[Information]

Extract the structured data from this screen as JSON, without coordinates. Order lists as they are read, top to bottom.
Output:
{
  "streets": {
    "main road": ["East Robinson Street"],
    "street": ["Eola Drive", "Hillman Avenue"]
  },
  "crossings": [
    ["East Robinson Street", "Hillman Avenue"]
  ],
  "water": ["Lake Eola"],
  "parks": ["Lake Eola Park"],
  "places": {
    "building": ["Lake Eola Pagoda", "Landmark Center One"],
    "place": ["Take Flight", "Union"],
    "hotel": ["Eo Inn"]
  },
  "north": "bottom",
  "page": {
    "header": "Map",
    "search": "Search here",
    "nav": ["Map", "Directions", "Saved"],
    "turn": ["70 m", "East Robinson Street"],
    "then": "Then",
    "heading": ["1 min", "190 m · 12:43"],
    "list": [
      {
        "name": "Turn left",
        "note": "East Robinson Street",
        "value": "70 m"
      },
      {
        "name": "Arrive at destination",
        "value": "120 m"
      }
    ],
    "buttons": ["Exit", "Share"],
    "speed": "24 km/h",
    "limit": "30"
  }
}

* * *

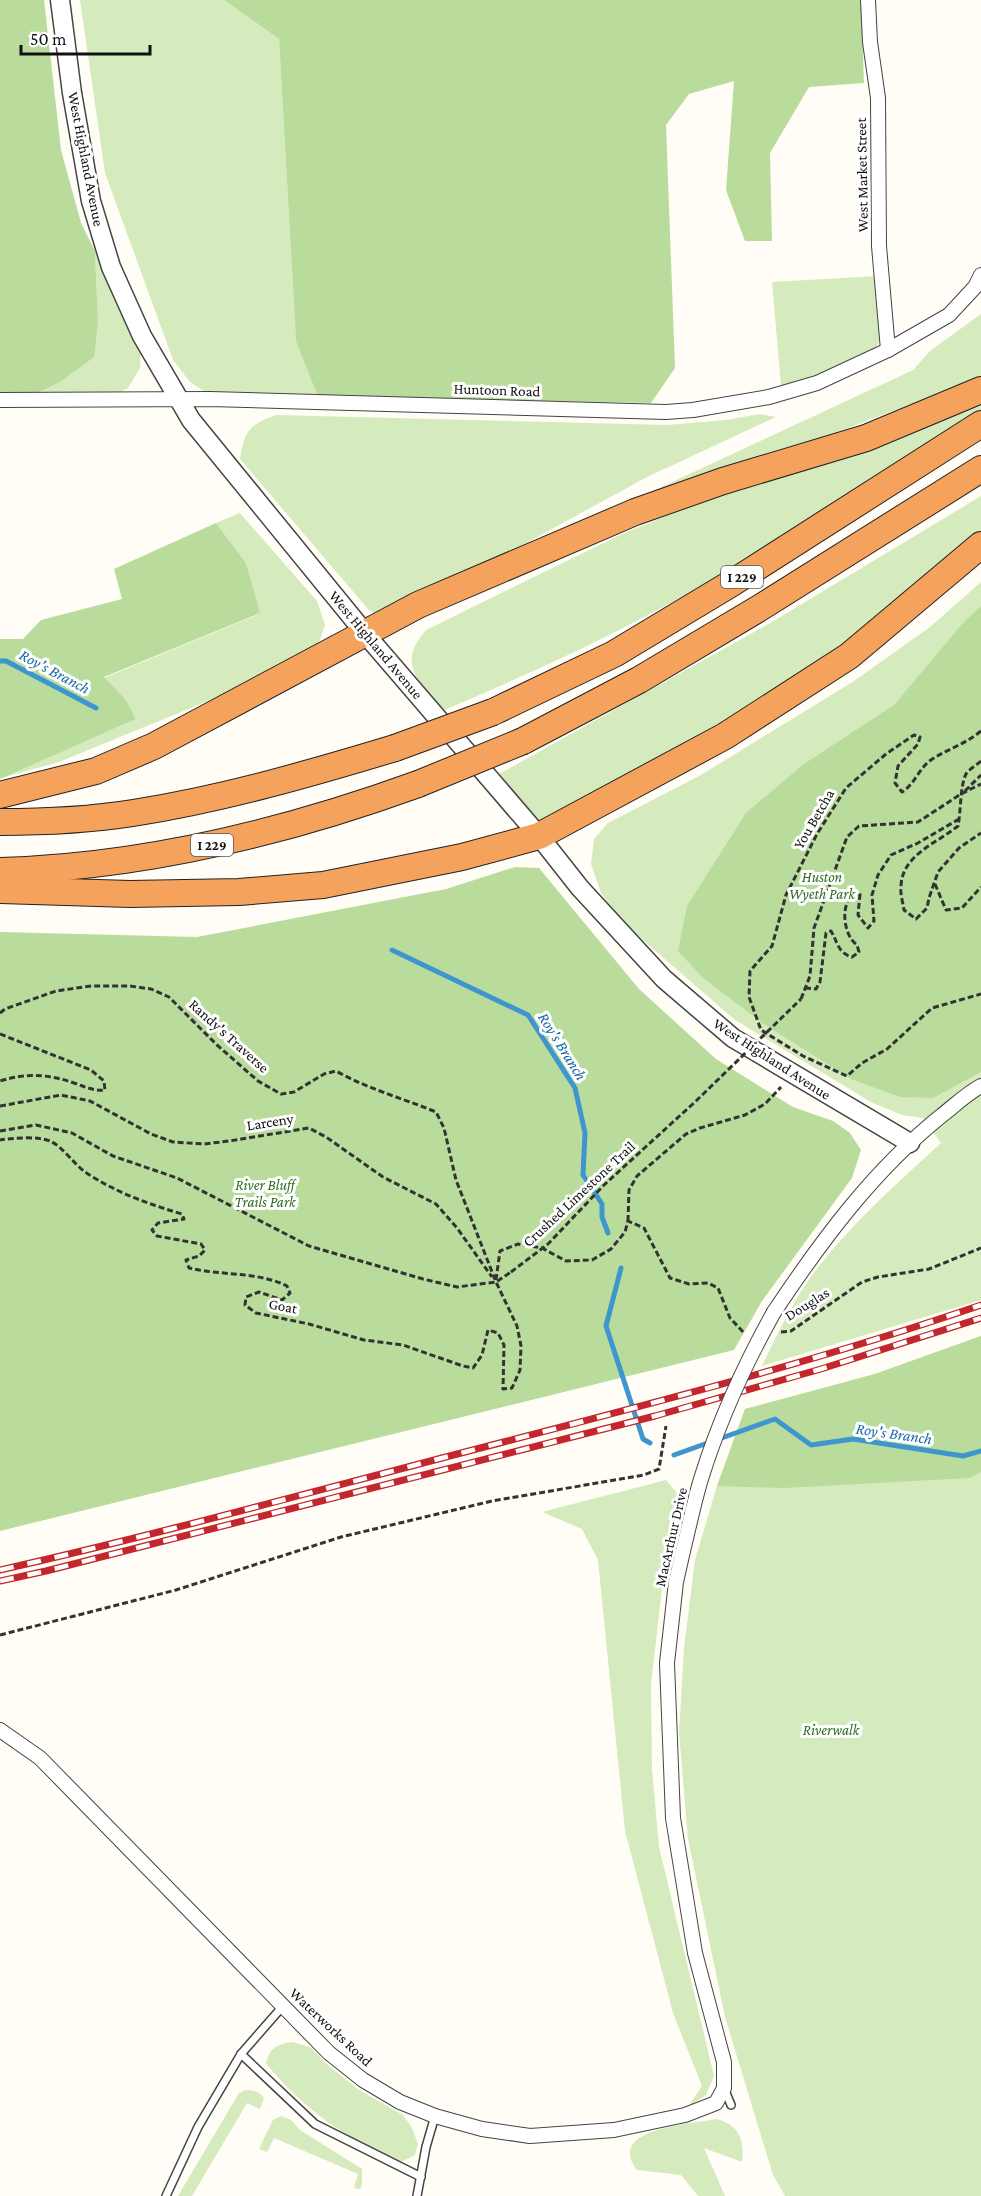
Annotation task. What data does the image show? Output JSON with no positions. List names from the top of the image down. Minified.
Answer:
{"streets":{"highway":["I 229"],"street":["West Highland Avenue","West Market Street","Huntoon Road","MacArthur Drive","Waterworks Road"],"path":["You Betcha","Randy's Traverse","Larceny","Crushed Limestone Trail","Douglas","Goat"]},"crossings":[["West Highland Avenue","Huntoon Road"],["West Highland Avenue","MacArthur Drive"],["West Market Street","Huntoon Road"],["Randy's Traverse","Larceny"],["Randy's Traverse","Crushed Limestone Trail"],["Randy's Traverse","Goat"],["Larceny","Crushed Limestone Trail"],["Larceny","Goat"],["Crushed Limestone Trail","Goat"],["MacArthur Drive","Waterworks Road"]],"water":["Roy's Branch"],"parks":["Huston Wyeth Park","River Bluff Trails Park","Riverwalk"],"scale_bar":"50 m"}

[About this exercise] Collect, from the material above, every line containing the word "data".

[The answer]
Extract the structured data from this screen as JSON, without coordinates. Order lists as they are read, top to bottom.
Annotation task. What data does the image show? Output JSON with no positions. List names from the top of the image down. Minified.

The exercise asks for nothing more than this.